## Requirement
Report how many lines below contain the word "absolute". Give only the number.

## Record set
------------------------
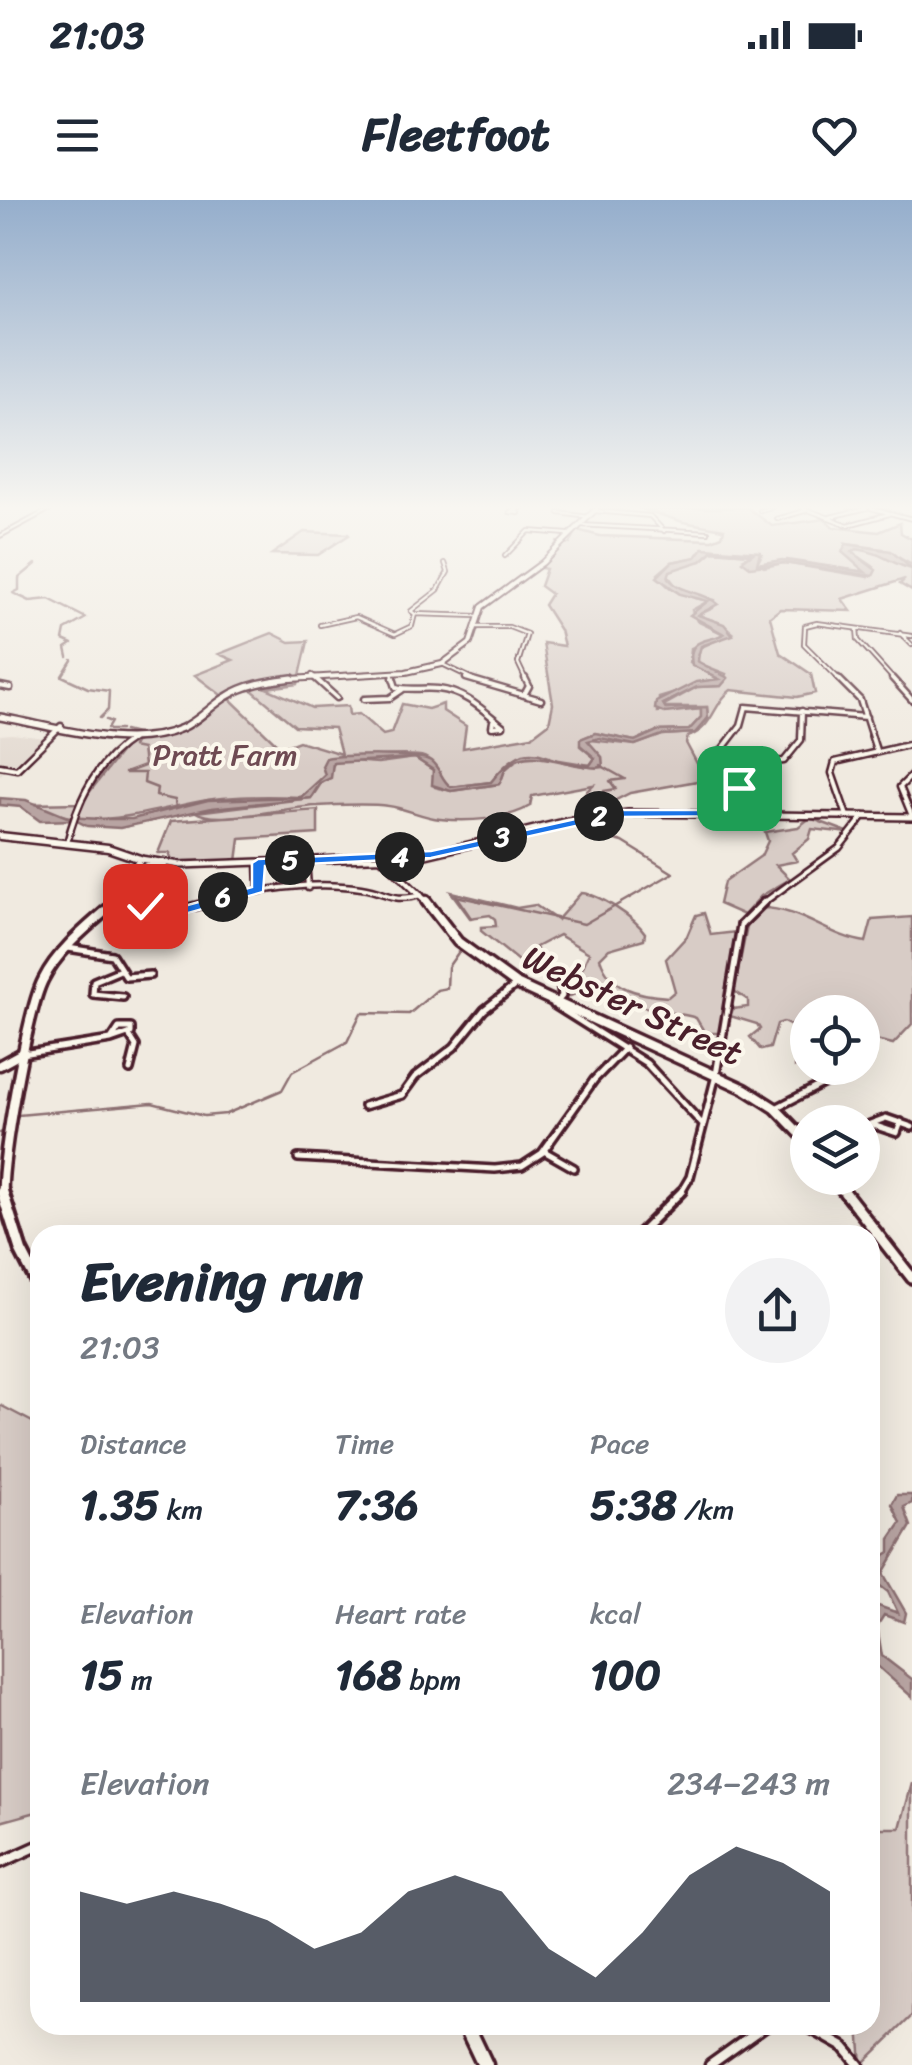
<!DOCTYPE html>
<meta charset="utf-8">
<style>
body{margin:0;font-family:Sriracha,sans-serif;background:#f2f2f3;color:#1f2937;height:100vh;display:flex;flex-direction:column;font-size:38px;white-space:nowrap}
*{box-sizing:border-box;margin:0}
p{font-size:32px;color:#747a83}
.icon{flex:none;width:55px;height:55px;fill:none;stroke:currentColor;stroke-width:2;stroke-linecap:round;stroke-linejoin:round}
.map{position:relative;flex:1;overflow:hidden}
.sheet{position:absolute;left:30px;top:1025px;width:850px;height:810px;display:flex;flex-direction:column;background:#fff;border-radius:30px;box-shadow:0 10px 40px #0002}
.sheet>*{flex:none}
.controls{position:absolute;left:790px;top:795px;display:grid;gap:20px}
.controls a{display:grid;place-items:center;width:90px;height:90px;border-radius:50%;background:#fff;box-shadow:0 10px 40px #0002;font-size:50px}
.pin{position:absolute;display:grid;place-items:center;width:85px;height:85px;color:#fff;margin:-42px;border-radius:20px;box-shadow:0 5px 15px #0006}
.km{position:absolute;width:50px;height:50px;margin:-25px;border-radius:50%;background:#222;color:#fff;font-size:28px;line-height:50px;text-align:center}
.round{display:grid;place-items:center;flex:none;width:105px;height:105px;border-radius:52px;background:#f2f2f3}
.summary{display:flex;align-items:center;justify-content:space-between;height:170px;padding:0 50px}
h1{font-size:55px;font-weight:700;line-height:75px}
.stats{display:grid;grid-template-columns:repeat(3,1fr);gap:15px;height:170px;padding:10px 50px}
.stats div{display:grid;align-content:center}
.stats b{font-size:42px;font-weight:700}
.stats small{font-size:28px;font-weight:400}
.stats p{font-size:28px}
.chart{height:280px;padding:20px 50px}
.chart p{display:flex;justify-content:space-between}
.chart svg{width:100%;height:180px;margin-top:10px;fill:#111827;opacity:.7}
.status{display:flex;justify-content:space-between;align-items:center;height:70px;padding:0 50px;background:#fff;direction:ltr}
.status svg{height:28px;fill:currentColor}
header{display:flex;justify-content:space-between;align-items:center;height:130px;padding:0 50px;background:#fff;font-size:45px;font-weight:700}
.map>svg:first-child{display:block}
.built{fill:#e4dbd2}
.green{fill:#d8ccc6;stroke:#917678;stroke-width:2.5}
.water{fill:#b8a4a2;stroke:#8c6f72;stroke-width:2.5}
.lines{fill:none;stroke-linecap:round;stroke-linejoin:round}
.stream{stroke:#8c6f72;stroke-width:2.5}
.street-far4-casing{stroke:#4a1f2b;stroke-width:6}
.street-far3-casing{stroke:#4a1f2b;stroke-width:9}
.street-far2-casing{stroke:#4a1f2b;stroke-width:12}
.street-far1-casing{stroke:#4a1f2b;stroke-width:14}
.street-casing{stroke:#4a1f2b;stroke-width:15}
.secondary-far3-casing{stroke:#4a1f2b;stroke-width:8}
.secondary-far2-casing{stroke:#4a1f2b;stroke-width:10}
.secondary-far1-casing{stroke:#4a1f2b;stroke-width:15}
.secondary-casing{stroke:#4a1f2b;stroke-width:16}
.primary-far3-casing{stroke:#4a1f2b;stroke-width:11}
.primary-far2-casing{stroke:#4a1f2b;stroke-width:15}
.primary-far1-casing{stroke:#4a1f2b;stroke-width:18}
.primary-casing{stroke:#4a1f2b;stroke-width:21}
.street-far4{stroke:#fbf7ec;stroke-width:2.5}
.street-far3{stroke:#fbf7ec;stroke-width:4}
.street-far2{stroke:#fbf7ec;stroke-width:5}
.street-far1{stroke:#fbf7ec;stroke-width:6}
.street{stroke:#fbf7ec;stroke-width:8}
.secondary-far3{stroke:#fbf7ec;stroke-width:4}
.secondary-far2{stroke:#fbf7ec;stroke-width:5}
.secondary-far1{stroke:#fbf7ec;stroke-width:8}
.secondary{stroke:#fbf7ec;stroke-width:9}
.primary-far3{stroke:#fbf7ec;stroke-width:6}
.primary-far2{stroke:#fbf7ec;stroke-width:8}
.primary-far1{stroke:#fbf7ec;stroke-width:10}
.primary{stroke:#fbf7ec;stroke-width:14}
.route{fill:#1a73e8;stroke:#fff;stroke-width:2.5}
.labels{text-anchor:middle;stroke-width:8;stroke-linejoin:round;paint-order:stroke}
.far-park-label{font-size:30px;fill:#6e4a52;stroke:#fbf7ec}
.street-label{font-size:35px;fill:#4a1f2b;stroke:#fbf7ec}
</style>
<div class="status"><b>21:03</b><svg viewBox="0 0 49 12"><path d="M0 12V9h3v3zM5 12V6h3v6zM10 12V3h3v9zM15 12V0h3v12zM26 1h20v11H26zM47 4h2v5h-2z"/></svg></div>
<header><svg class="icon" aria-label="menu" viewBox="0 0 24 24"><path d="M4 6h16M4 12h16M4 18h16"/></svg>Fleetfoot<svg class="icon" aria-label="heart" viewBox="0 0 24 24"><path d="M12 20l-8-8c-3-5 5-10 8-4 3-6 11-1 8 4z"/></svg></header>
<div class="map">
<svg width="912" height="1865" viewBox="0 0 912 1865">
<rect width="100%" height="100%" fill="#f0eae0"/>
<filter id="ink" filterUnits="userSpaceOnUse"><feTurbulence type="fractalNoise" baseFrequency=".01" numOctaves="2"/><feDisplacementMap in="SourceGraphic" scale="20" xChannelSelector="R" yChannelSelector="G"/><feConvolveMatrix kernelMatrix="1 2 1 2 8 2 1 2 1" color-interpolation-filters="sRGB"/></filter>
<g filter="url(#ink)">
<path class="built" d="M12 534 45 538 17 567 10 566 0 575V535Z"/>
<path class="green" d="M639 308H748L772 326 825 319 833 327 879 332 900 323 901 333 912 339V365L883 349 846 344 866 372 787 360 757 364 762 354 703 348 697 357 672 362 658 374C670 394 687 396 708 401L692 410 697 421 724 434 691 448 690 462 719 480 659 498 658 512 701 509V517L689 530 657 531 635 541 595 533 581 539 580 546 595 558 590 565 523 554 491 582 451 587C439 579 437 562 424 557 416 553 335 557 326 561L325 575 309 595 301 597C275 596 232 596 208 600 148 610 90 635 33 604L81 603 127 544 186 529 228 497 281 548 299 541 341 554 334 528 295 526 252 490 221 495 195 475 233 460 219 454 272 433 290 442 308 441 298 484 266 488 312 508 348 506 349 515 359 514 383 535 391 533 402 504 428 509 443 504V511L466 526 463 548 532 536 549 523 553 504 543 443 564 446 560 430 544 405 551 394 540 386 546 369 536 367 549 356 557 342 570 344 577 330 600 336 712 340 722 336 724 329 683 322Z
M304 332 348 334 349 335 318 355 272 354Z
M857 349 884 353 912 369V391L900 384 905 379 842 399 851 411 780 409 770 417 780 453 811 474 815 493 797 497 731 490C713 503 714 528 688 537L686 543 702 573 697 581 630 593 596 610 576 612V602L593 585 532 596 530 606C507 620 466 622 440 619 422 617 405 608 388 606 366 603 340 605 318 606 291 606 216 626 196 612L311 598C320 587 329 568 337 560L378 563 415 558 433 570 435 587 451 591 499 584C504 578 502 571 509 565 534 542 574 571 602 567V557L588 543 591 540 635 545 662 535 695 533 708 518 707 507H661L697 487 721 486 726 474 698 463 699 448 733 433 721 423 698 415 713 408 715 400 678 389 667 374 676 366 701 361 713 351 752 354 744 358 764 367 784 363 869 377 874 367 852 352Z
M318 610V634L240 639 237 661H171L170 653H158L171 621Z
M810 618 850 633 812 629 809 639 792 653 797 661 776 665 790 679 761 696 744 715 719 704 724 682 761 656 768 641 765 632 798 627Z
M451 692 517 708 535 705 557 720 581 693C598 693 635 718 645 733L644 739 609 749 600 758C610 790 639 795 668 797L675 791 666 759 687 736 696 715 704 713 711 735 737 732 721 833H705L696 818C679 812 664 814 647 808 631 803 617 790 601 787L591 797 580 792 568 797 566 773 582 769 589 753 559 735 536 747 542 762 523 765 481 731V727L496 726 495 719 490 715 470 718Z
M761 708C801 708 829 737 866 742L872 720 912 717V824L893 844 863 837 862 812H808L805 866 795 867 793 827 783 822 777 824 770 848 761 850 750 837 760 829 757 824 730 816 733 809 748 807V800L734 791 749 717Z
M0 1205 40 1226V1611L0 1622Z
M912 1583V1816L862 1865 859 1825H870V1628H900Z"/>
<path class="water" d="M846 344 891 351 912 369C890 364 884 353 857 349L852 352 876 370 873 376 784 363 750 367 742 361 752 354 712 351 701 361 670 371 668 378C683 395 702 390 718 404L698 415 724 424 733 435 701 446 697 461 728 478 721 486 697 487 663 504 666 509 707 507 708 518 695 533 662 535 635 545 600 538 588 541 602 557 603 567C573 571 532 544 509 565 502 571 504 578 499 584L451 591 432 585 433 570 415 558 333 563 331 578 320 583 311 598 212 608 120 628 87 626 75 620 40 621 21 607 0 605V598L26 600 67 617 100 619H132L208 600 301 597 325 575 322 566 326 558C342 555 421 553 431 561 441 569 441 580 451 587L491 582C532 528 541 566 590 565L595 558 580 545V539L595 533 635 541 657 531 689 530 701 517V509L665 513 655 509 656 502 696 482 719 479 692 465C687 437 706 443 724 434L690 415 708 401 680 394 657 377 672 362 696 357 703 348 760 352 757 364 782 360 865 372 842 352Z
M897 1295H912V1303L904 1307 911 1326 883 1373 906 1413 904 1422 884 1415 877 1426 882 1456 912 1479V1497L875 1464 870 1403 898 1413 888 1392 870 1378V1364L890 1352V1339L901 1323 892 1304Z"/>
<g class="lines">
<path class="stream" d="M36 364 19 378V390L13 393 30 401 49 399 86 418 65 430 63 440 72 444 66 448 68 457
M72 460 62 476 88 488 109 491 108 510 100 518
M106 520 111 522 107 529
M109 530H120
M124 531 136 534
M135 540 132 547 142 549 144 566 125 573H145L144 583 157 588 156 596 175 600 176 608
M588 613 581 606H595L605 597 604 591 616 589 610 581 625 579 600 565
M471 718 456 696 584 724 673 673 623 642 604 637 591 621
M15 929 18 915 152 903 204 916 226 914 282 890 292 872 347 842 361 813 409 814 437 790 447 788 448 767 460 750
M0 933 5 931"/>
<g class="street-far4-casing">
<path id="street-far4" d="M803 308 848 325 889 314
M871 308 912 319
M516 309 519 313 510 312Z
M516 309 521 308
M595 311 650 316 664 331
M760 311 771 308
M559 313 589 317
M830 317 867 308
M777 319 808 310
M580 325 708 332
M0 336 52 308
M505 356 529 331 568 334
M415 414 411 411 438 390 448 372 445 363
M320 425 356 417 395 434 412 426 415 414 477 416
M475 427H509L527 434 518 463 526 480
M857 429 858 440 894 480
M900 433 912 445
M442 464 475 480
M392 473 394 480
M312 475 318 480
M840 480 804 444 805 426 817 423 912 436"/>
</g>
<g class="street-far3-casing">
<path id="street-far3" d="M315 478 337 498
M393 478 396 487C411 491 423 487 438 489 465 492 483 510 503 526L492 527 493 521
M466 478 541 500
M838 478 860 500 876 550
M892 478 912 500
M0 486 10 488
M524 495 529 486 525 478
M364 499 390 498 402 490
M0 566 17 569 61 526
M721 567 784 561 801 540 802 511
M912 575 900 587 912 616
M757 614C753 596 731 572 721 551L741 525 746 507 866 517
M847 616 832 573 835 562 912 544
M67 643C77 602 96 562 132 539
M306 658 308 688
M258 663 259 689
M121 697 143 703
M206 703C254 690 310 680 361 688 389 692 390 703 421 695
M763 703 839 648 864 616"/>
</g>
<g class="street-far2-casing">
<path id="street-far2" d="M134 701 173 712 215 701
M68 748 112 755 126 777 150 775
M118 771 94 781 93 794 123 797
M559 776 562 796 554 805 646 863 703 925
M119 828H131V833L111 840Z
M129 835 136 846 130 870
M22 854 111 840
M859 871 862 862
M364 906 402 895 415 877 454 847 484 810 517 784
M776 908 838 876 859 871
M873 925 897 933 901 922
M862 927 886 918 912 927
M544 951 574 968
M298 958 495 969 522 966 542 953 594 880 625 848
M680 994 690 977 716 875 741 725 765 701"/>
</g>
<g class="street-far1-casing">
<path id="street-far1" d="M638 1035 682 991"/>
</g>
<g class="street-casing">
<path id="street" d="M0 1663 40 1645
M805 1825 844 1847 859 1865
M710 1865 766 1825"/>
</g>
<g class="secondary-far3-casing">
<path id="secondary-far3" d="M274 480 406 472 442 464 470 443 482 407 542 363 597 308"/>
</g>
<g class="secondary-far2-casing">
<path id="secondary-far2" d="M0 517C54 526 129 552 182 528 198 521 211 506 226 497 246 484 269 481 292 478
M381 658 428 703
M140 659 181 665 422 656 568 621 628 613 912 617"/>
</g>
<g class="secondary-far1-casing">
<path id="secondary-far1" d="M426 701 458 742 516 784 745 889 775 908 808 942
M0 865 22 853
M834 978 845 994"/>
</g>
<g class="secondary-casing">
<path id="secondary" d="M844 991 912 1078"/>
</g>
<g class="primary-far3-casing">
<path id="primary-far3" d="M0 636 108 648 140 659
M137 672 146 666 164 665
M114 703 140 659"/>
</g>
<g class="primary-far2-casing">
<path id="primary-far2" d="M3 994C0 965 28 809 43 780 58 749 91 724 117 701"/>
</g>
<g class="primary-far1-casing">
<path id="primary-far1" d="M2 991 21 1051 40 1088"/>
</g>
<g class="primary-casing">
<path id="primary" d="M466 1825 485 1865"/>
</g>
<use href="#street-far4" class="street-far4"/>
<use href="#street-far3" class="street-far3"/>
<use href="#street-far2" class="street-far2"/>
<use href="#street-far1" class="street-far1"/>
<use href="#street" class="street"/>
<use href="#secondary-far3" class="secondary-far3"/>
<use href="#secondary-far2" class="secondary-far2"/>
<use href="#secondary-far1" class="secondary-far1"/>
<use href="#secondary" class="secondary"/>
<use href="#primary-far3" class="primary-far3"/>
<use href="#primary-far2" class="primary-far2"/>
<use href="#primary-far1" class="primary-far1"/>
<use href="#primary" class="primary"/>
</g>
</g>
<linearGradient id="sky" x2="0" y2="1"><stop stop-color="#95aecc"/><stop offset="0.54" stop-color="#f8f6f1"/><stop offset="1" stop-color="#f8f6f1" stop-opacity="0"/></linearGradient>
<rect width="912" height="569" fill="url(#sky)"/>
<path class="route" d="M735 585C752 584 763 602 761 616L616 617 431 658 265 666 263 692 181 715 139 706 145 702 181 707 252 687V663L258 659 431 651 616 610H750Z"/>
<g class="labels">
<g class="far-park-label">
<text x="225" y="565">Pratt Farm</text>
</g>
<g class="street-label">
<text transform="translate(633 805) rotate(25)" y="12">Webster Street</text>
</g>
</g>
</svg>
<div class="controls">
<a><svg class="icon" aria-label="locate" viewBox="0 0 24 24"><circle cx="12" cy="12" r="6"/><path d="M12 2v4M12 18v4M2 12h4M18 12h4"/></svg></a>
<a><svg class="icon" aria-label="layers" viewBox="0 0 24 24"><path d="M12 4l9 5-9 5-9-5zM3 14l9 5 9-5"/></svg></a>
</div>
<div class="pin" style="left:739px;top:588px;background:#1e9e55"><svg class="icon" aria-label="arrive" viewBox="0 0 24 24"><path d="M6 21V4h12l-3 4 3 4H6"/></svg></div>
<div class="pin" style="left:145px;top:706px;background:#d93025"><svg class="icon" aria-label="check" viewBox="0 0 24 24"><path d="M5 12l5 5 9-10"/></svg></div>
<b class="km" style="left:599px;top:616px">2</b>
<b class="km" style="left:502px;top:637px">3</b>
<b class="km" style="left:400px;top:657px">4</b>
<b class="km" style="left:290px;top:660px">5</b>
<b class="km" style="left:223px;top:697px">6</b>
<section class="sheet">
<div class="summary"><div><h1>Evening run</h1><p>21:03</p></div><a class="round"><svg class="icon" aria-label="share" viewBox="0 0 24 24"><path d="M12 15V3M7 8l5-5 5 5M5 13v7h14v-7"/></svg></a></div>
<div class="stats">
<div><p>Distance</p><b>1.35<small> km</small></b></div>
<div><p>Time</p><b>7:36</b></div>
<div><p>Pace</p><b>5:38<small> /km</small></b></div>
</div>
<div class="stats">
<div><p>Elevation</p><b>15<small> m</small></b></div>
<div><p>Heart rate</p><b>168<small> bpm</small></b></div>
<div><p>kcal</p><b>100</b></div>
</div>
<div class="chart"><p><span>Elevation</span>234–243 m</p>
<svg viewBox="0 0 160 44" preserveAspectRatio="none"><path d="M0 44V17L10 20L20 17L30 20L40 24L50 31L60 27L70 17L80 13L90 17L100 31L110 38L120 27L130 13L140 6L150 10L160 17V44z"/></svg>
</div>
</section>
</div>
------------------------
## Result below
4